Petrobras Rig Bust Threatens Rolls-Royce Deal: Corporate Brazil

Petrobras Rig Bust Threatens Rolls-Royce Deal: Corporate Brazil

By Christiana Sciaudone Peter Millard

12:00 AM BRT  February 26, 2015

(Bloomberg) — Rolls-Royce Plc and General Electric Co. are among oil-industry suppliers whose contracts in Brazil may be casualties of the spreading corruption scandal involving Petroleo Brasileiro SA.

The two companies were set to make parts for seven drillships ordered by Petrobras’s rig supplier, Sete Brasil Participacoes SA. Sete said this week that EAS, the shipyard it hired to build those rigs, is canceling the contracts.

The dropped order illustrates how far-reaching the effects of the corruption scandal at state-run oil producer Petrobras have spread. Sete is struggling to keep operating after an accusation of bribery this month by a former executive delayed the disbursement of a loan from Brazil’s development bank, four people with direct knowledge of the situation said in February. They asked not to be named because the matter isn’t public.

“It’s one big mess,” Kristian Diesen, an analyst at Pareto Securities AS, said by phone from Oslo. “Companies with assets or contracts in place are seeing increasing risk to their current backlog.”

In addition to Rolls-Royce thrusters and GE’s contract to integrate the electric-control systems, EAS had planned to buy steel from Usinas Siderurgicas de Minas Gerais SA and use a drilling package from National Oilwell Varco Inc. EAS won the contract to build seven of 29 drillships that Sete Brasil planned to lease to Petrobras to develop massive deep-water oil deposits off the coast of Brazil.

Usiminas in an e-mail declined to comment on its contract with EAS. National Oilwell didn’t respond to a request for comment.

$600 Million

GE said in a statement in 2013 it would supply $600 million worth of parts for 22 of the 29 vessels to EAS and three other shipyards. An outside Brazilian press agency for GE said yesterday in an e-mail that contracts already signed are being “honored and executed.”

“The situation in Brazil creates some uncertainty, and right now it’s a matter of wait and see,” said Anette Bonnevie Wollebaek, a spokeswoman for London-based Rolls-Royce.

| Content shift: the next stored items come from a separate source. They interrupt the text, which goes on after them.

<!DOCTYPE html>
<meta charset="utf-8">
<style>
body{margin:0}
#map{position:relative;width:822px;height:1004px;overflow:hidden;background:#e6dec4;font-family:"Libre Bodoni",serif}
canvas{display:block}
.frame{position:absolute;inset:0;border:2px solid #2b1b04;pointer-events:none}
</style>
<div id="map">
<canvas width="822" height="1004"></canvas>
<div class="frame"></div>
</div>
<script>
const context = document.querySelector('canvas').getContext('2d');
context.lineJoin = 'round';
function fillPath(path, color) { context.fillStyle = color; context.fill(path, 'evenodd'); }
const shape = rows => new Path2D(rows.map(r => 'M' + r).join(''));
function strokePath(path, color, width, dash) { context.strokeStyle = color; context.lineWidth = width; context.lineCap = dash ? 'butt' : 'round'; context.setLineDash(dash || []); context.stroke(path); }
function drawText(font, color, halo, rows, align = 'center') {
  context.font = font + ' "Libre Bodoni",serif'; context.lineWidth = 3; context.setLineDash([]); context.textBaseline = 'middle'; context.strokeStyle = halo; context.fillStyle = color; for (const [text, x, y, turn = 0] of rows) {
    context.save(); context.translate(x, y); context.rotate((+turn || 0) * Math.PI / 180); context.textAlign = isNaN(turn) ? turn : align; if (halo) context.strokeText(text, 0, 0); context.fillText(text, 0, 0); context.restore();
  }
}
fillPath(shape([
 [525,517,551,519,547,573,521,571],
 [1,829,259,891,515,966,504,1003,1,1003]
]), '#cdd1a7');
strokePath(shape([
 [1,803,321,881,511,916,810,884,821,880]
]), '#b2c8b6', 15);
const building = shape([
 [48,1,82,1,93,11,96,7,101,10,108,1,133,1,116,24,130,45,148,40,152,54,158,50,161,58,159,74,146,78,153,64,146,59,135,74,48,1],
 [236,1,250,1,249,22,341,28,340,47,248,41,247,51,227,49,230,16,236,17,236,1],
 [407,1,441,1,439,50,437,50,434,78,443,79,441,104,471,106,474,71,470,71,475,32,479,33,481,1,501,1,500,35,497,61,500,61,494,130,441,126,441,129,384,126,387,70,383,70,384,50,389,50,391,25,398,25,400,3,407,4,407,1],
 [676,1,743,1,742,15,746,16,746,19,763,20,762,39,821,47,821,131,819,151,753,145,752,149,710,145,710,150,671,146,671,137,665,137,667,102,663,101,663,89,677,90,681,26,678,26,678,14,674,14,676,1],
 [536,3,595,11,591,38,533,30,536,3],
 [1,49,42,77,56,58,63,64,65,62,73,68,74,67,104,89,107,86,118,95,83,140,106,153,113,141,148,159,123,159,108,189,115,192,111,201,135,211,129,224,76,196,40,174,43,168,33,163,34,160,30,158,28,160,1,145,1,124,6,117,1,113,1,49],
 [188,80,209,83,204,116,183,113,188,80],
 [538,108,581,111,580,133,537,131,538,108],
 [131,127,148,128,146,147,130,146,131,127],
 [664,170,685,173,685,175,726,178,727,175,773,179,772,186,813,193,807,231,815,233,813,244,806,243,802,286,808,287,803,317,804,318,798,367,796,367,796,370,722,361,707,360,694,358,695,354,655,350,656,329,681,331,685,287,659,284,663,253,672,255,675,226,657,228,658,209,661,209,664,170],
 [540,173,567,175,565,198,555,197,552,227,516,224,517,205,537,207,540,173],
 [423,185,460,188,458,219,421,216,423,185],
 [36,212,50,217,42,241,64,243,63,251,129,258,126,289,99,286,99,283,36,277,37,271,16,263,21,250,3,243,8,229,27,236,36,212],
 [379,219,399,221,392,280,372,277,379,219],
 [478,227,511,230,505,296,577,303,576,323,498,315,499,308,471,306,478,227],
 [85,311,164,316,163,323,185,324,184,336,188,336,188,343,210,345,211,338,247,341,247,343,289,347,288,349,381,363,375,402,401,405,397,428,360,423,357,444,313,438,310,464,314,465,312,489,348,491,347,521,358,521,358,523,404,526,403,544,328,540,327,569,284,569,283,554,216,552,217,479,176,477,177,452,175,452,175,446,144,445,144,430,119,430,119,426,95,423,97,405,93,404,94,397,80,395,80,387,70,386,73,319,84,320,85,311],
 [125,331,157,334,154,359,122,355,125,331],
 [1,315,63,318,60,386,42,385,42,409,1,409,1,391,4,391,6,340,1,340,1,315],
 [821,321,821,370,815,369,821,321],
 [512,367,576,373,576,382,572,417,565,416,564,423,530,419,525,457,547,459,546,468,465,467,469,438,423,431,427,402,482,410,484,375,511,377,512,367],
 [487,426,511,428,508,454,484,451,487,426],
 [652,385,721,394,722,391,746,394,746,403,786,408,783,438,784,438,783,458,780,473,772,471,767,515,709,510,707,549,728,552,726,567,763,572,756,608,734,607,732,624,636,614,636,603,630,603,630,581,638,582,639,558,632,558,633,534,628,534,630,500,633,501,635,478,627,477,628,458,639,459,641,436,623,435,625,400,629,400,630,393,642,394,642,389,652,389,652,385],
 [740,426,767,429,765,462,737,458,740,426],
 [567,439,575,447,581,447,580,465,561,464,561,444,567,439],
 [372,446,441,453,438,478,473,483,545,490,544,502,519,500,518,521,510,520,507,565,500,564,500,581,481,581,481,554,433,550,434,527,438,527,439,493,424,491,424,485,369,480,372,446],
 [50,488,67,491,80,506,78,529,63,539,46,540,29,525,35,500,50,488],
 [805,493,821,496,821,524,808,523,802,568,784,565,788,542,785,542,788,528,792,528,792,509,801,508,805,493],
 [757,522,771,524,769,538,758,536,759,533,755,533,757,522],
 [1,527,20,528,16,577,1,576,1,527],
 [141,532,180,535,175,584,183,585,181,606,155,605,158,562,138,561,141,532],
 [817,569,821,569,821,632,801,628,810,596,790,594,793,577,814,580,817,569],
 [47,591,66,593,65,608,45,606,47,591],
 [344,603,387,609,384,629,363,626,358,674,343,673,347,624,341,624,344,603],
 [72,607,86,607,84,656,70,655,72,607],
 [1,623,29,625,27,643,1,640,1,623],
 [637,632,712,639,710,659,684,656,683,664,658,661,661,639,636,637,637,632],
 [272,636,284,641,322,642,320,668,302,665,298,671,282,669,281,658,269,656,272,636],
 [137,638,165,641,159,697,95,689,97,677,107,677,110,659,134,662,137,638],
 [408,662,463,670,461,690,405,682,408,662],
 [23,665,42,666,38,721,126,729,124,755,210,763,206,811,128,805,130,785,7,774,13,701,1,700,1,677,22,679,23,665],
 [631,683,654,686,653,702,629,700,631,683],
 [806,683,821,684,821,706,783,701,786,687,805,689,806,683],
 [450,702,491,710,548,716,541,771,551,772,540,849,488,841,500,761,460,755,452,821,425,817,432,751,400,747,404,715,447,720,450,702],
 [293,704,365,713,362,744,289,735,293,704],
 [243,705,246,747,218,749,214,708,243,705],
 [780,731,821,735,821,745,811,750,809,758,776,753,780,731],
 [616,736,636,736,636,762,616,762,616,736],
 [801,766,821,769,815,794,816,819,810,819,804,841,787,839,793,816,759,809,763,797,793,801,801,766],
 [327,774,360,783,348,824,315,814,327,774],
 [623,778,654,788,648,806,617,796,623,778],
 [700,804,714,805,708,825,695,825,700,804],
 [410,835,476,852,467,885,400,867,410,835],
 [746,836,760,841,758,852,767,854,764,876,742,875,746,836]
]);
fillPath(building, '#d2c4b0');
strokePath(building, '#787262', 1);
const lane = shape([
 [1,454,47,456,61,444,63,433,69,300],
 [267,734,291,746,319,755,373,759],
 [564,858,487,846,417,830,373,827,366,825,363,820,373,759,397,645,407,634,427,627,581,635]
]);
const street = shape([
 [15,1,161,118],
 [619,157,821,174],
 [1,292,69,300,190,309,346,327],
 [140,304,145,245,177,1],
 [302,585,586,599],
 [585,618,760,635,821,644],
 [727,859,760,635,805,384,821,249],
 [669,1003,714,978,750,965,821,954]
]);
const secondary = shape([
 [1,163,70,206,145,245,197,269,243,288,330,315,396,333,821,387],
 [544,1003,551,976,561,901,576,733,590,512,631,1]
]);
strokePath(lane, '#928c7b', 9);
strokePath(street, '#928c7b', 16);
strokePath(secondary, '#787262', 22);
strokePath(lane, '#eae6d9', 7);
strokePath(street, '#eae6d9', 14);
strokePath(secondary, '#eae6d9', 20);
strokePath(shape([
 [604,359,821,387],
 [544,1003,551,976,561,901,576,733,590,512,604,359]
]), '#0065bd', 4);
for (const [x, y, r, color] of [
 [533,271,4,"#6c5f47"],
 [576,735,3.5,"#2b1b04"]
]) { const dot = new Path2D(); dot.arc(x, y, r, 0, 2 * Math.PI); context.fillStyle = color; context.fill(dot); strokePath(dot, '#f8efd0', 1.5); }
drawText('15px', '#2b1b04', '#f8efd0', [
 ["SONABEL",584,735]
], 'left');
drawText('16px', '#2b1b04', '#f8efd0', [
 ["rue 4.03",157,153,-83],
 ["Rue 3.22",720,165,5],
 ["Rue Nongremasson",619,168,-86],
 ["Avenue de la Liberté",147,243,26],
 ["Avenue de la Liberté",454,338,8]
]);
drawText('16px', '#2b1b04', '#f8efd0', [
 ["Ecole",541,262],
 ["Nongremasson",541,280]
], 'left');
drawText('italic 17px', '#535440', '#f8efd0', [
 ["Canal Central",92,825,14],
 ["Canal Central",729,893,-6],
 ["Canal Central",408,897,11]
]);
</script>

“We haven’t received a formal cancellation or postponement of any contracts for now,” she said by telephone from Aalesund, Norway. “We’re still committed to delivering on the agreement we have with our clients.”

Legal Measures

Rio de Janeiro-based Sete said it’s pursuing legal measures against EAS in an e-mail this week, without disclosing the reason behind EAS’s cancellation. Shipbuilding industry association Sinaval said in January that Sete had missed payments to several shipyards and declined to comment when reached this week about EAS’s decision. Numerous phone calls to EAS weren’t answered.

Should Rolls-Royce’s contract with EAS be canceled, it could represent an estimated loss of 5 million pounds to 25 million pounds ($7.75 million to $39 million), said Thomas Picherit, a Paris-based analyst at AlphaValue SAS.

While the situation could also force Rolls-Royce to write down the value of a 22 million-pound facility it built in Rio de Janeiro state, neither the contract cancellation nor the provisions would represent a “material” loss to the company, said Edward Stacey, an analyst at Espirito Santo Investment Bank.

“This is a company that makes 2 billion pounds a year of operating profit,” Stacey said in a telephone interview from London.

GDP Impact

If Sete’s troubles worsen, there’s a risk other shipyards with contracts could also pull out, said Adriano Pires, head of the Rio de Janeiro-based energy and infrastructure consulting firm CBIE.

Founded after Petrobras made the Western Hemisphere’s biggest oil discovery in 30 years, Sete was a cornerstone of the government’s campaign to push companies to use locally made parts and equipment. Sete said on its website it planned to spend about $25.7 billion by 2020 to make deep-water drilling platforms, creating about 150,000 jobs.

“This could be the beginning of a process where other shipyards make the same decision as EAS,” Pires said in a telephone interview. “The impact is on GDP. Petrobras is one of Brazil’s biggest companies.”